We already have audit logging of changes in tables, but that wouldn't catch something like:
UPDATE Transfers SET Status = 'TransferStatus_Received'
WHERE TransferID = 6744891
It would catch the username, fullname, and machine name of the person who made the change; but it can't know the name of the supervisor who was over the person's shoulder to enter their credentials to "authorize" the transfer to be received.
My aggravation comes when they ask for another piece of information to be tracked, and I have to add more metadata columns to my data table.
Is this best practice?
This is not good practice for financial databases because you allow updates. If you allow updates it does not matter what logging, auditing, crypto keys or whatever you add since a hostile party could just update them.
Instead you must forbid updates; all changes must be inserts. All tables should have an indexed sequential FK column and all joins are on Max(seq). This means you perform all transactions on the latest data but have a permanent record of every transaction on these tables.
Edit: If what you're asking is whether you should add the audit columns to the original table, that depends if the audit columns are sparse or nullable. From your comments, it seems they are.
In that case, you should create separate tables for each nullable group of audit attributes and perform an outer join on those tables, joining with the sequential column of the original database. This means you can add or drop audit tables at will without affecting your data table. Something like:
SELECT t.transferID, t.money, u.Date, u.workstation, s.name, ...
FROM Transfers t
LEFT OUTER JOIN Users u ON u.seq = t.seq
LEFT OUTER JOIN Supervisors s ON s.seq = t.seq
WHERE t.seq = (SELECT Max(seq) FROM Transfers WHERE whatever)

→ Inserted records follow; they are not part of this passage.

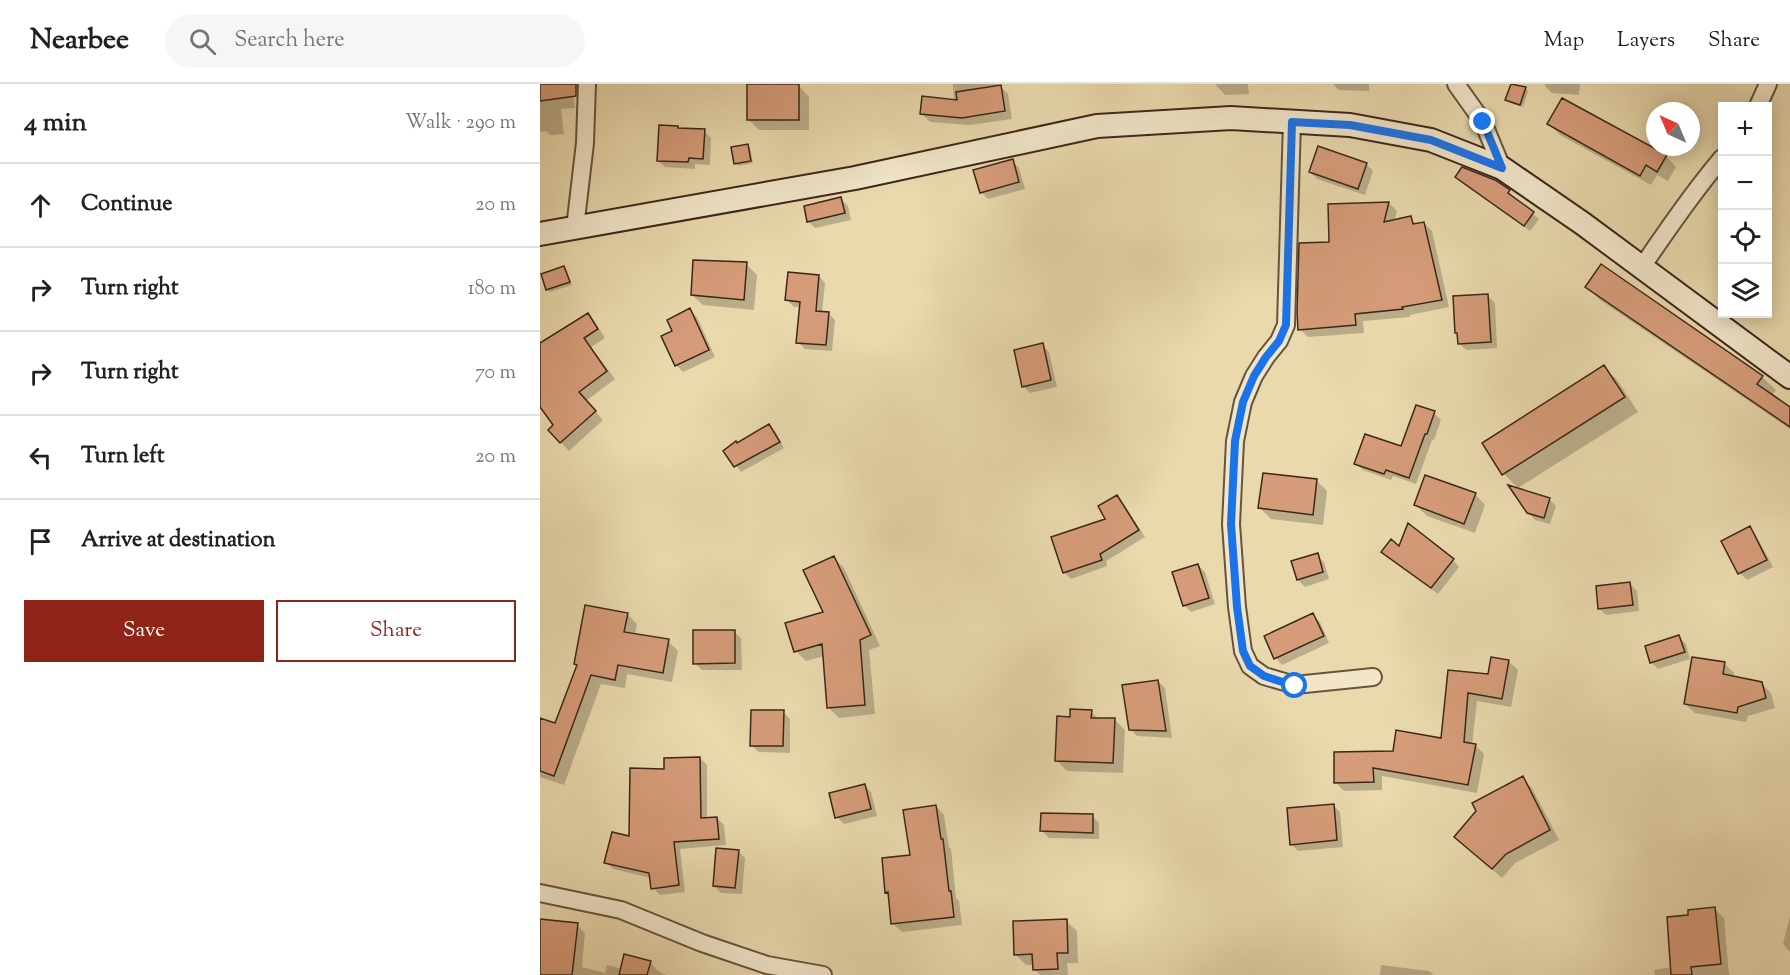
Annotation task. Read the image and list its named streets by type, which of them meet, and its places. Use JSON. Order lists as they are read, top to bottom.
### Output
{
  "north": "top left",
  "page": {
    "header": "Nearbee",
    "search": "Search here",
    "nav": ["Map", "Layers", "Share"],
    "heading": ["4 min", "Walk · 290 m"],
    "map_buttons": ["+", "−"],
    "list": [
      ["Continue", "20 m"],
      ["Turn right", "180 m"],
      ["Turn right", "70 m"],
      ["Turn left", "20 m"],
      "Arrive at destination"
    ],
    "buttons": ["Save", "Share"]
  }
}
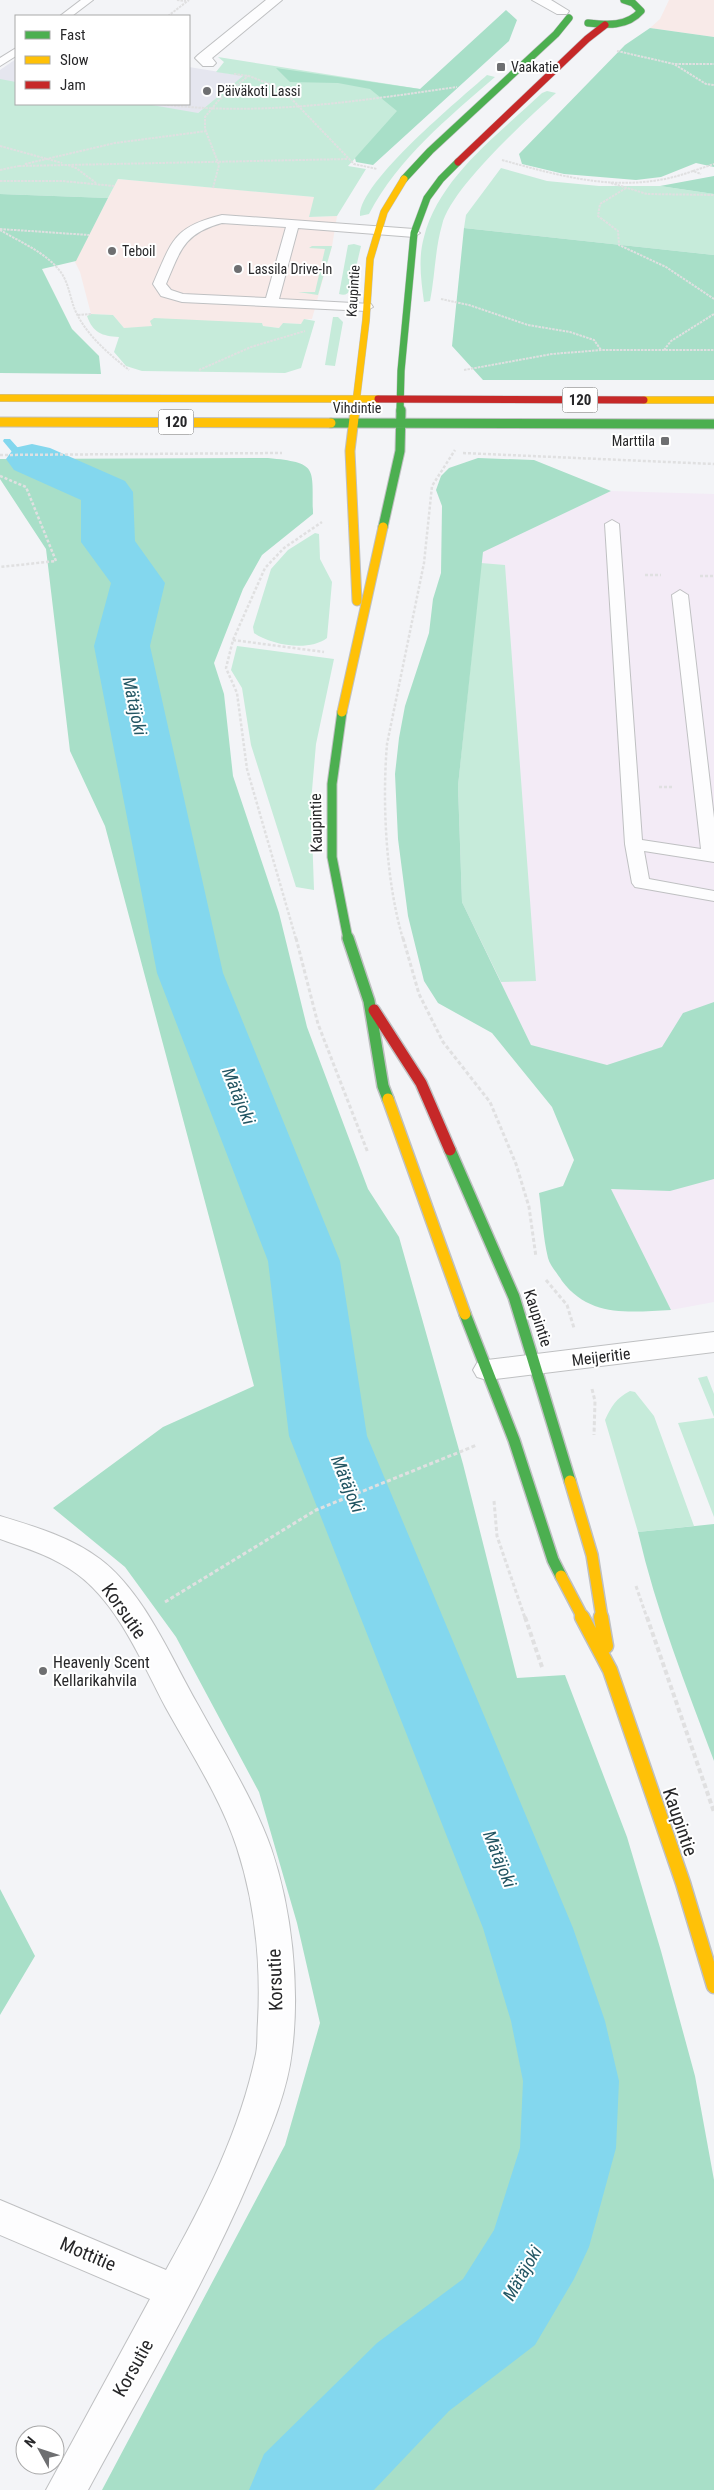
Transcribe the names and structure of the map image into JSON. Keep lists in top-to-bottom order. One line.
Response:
{"streets":{"main road":["Kaupintie","120","Vihdintie"],"street":["Meijeritie","Korsutie","Mottitie"]},"crossings":[["Kaupintie","Vihdintie"],["Kaupintie","Meijeritie"],["Korsutie","Mottitie"]],"water":["Mätäjoki"],"places":{"transit":["Vaakatie","Marttila"],"other":["Päiväkoti Lassi","Teboil","Lassila Drive-In","Heavenly Scent Kellarikahvila"]},"legend":["Fast","Slow","Jam"],"north":"top left"}
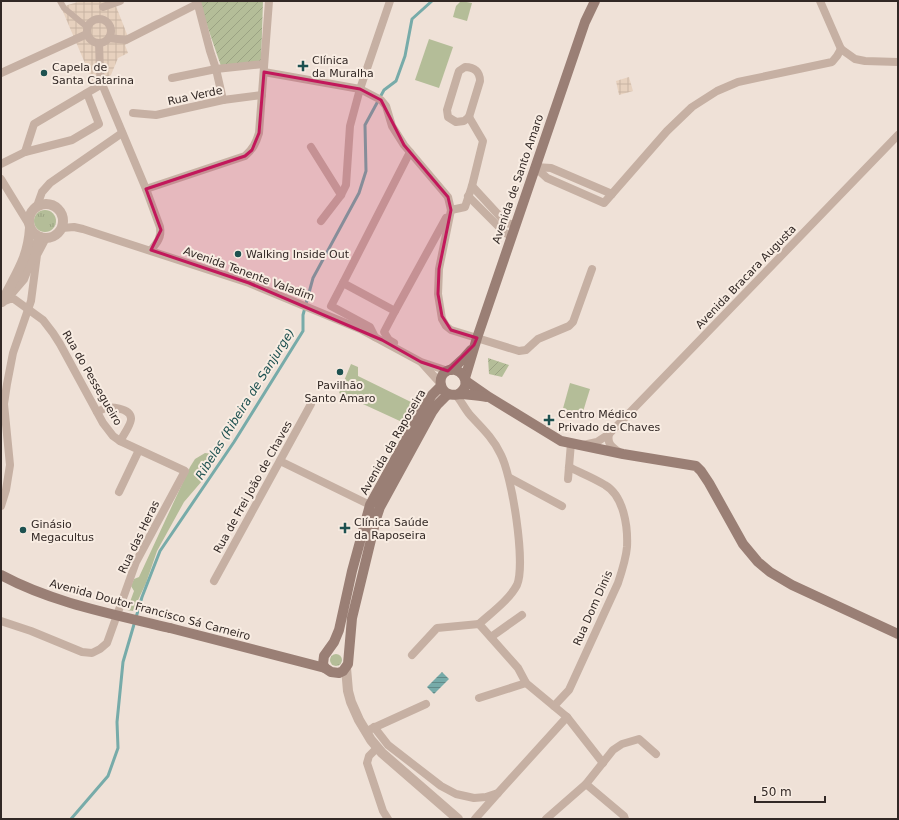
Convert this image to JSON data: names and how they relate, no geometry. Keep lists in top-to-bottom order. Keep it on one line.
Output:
{"streets":{"main road":["Avenida de Santo Amaro","Avenida da Raposeira","Avenida Doutor Francisco Sá Carneiro"],"street":["Rua Verde","Avenida Tenente Valadim","Avenida Bracara Augusta","Rua do Pessegueiro","Rua de Frei João de Chaves","Rua das Heras","Rua Dom Dinis"]},"crossings":[["Avenida de Santo Amaro","Avenida Tenente Valadim"],["Avenida de Santo Amaro","Avenida da Raposeira"],["Avenida Tenente Valadim","Avenida da Raposeira"],["Rua do Pessegueiro","Rua das Heras"],["Avenida da Raposeira","Avenida Doutor Francisco Sá Carneiro"]],"water":["Ribelas (Ribeira de Sanjurge)"],"places":{"health":["Clínica da Muralha","Centro Médico Privado de Chaves","Clínica Saúde da Raposeira"],"other":["Capela de Santa Catarina","Walking Inside Out","Pavilhão Santo Amaro","Ginásio Megacultus"]},"scale_bar":"50 m"}
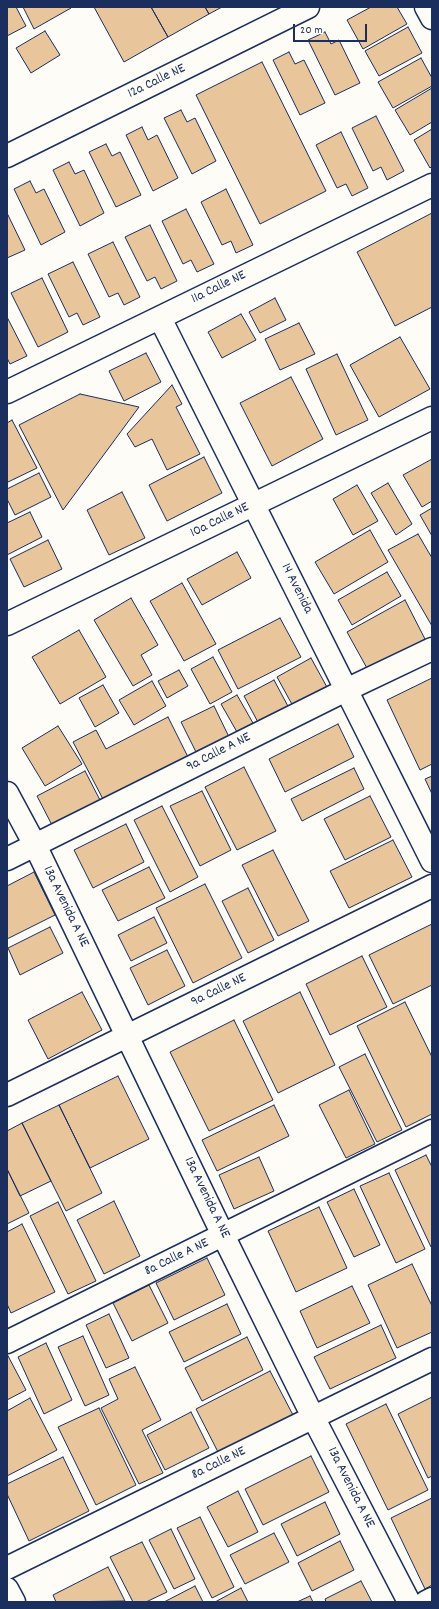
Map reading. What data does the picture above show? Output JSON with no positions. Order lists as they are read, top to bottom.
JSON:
{
  "streets": {
    "street": [
      "12a Calle NE",
      "11a Calle NE",
      "10a Calle NE",
      "14 Avenida",
      "9a Calle A NE",
      "13a Avenida A NE",
      "9a Calle NE",
      "8a Calle A NE",
      "8a Calle NE"
    ]
  },
  "crossings": [
    ["11a Calle NE", "14 Avenida"],
    ["10a Calle NE", "14 Avenida"],
    ["14 Avenida", "9a Calle A NE"],
    ["9a Calle A NE", "13a Avenida A NE"],
    ["13a Avenida A NE", "9a Calle NE"],
    ["13a Avenida A NE", "8a Calle A NE"],
    ["13a Avenida A NE", "8a Calle NE"]
  ],
  "scale_bar": "20 m"
}
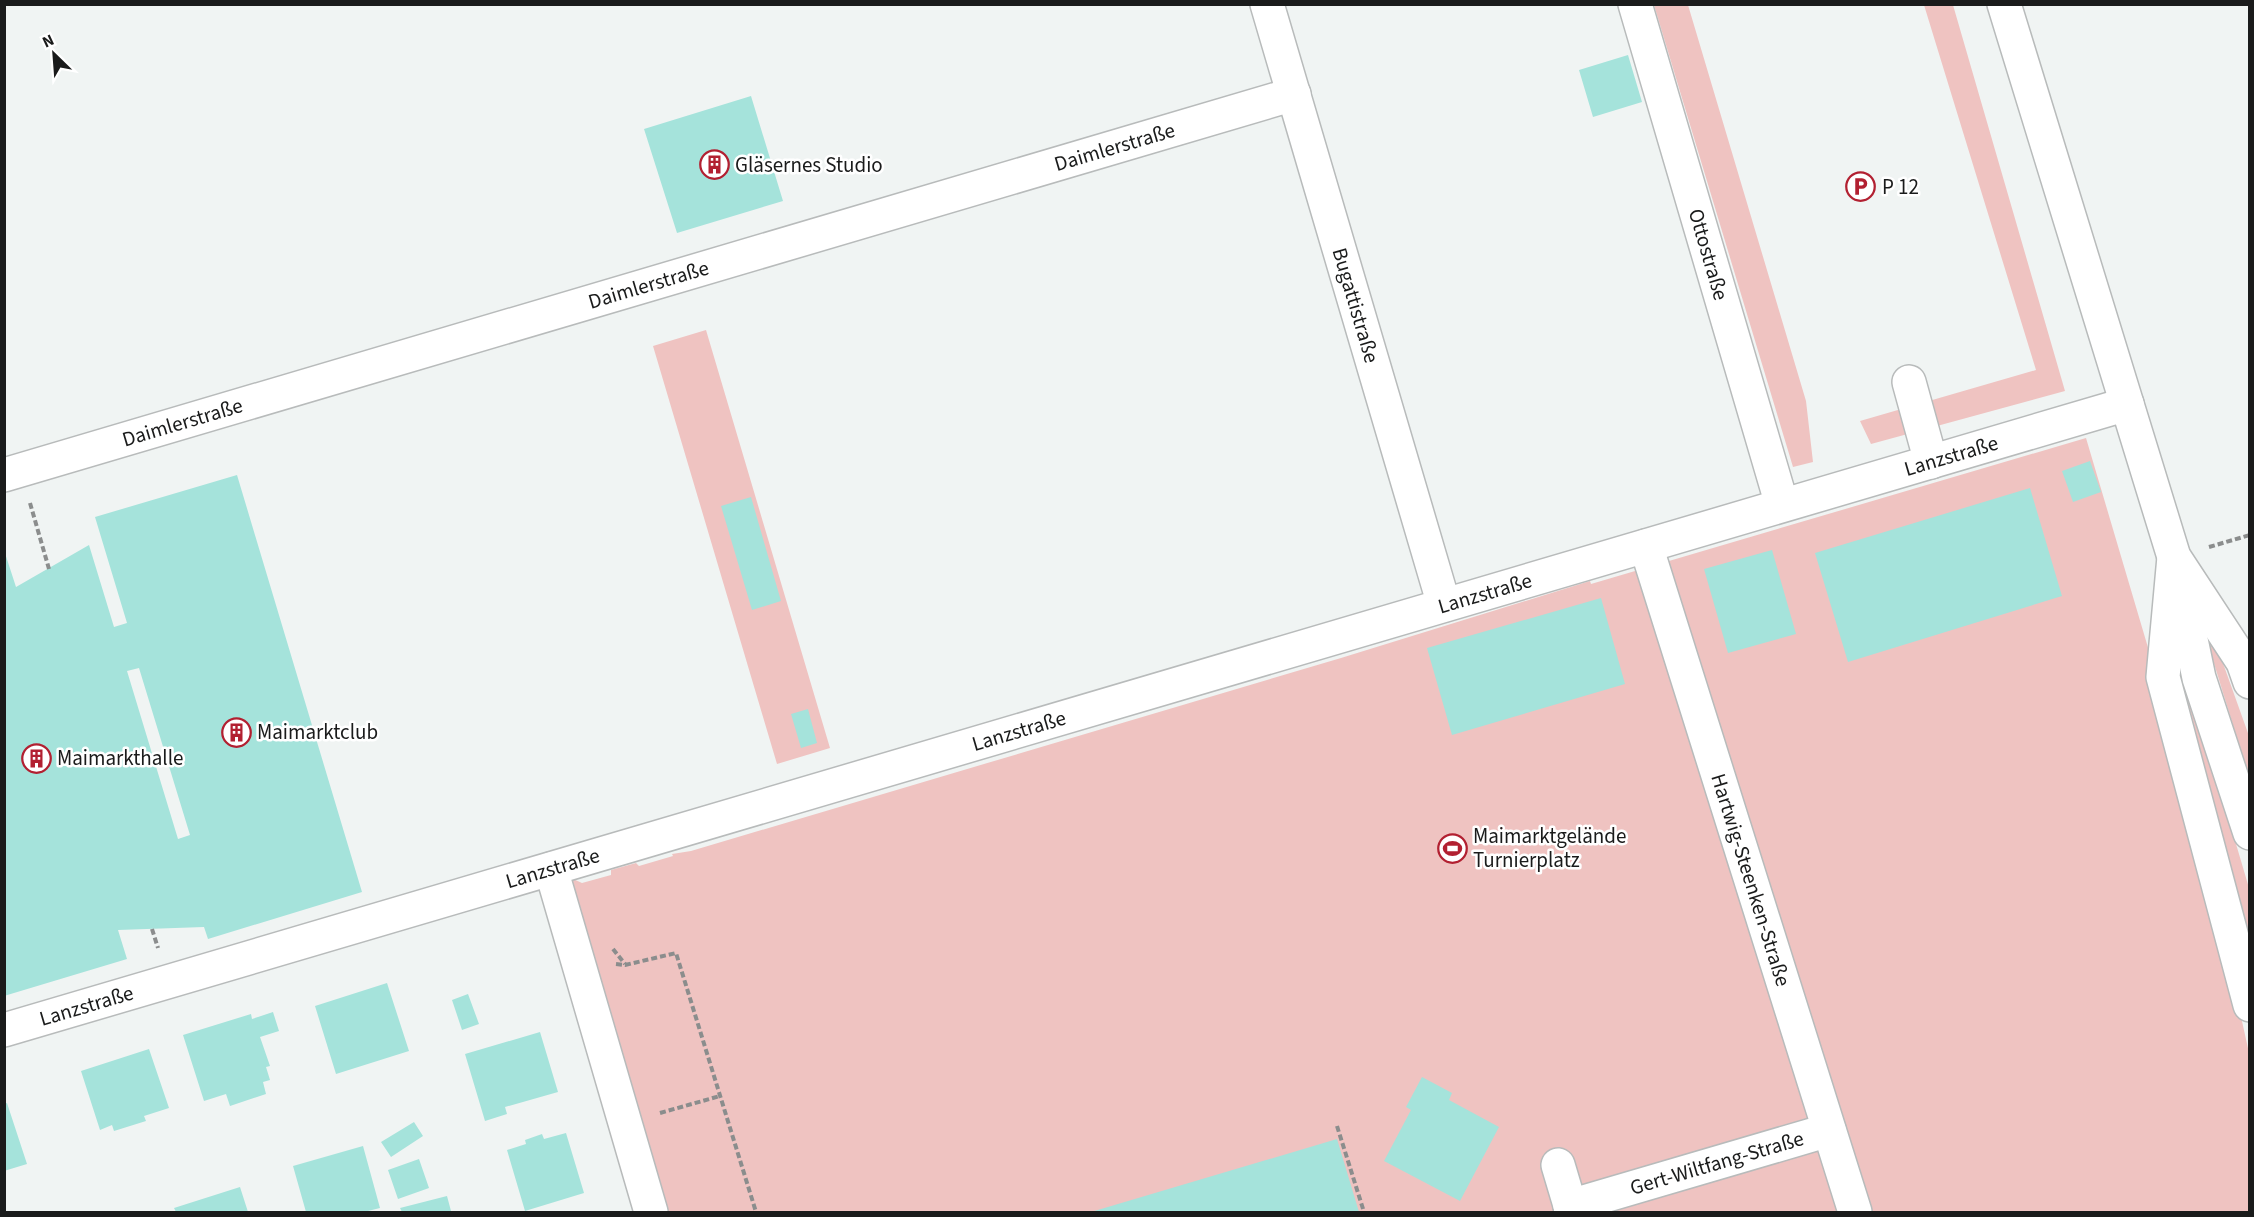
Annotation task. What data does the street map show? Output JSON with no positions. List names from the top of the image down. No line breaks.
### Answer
{"streets":{"lane":["Daimlerstraße","Ottostraße","Bugattistraße","Lanzstraße","Hartwig-Steenken-Straße","Gert-Wiltfang-Straße"]},"crossings":[["Daimlerstraße","Bugattistraße"],["Ottostraße","Lanzstraße"],["Bugattistraße","Lanzstraße"],["Lanzstraße","Hartwig-Steenken-Straße"],["Hartwig-Steenken-Straße","Gert-Wiltfang-Straße"]],"places":{"building":["Gläsernes Studio","Maimarktclub","Maimarkthalle"],"parking":["P 12"],"sports":["Maimarktgelände Turnierplatz"]},"north":"top left"}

You can create a view or stored procedure that saves Max(seq) if you need to reuse it in a transaction.
I don't know much about SQL Server but when confronted with such in an Oracle scenario I tend to employ triggers (insert/update/delete) which take the complete row (before and after) into an "archive/audit" table and add whatever "metadata" they want logged along with it... this way my app-centric data model won't get poluted regarding applications/SPs etc. and no app/user has access to that sensitive logging/auditing information...
Related
I am trying to run the below script but I keep getting the error messages
"Subqueries are not allowed in this context. Only scalar expressions are allowed." on lines 16 and 34.
I know where it's failing - it is failing on the AS clauses, but I don't know how to correct it with different code to stop the errors from appearing.
I have tried looking around at other existing questions but none helped me that I can find. As the issue I have here is using data from columns in different tables along with columns in the current table.
Could I get some help with getting this working and advise what code will be better please?
Thanks for your help in advance!
Dan
This is the code for my database::
CREATE DATABASE [LEARNING]
GO
CREATE TABLE Trainees
(
Trainee_ID int IDENTITY(1,1) PRIMARY KEY NOT NULL,
Name varchar(50) NOT NULL,
[Assigned Tutor_ID] int NOT NULL,
)
GO
CREATE TABLE Tutors
(
Tutor_ID int IDENTITY(1,1) PRIMARY KEY NOT NULL,
Name varchar(50) NOT NULL,
[Assigned Trainee_ID] AS (Select Trainee_ID from Trainees where Tutors.[Assigned Trainee_ID] = Trainees.Trainee_ID) NOT NULL
)
GO
CREATE TABLE [Rooms]
(
Room_ID int IDENTITY(1,1) PRIMARY KEY NOT NULL,
[Room Name] varchar(50) NOT NULL,
[Cost per hour] money NOT NULL
)
GO
CREATE TABLE [Rooms Rented]
(
Rented_ID int IDENTITY(1,1) PRIMARY KEY NOT NULL,
Room_ID int NOT NULL,
Tutor_ID int NOT NULL,
[Length of time in hours] int NOT NULL,
[Total Cost] AS (select ([Rooms Rented].[Length of time in hours])*([Rooms].[Cost per hour]) from [Rooms]) NOT NULL
)
GO
INSERT INTO Tutors values ('Nikki Smith',1)
GO
INSERT INTO Trainees Values ('Tyler Hatherall')
GO
INSERT INTO Rooms values ('Training Room 1',6.50)
GO
INSERT INTO [Rooms Rented] values (1,1,2)
GO
Computed columns are used to ensure columns persisted property within the table itself.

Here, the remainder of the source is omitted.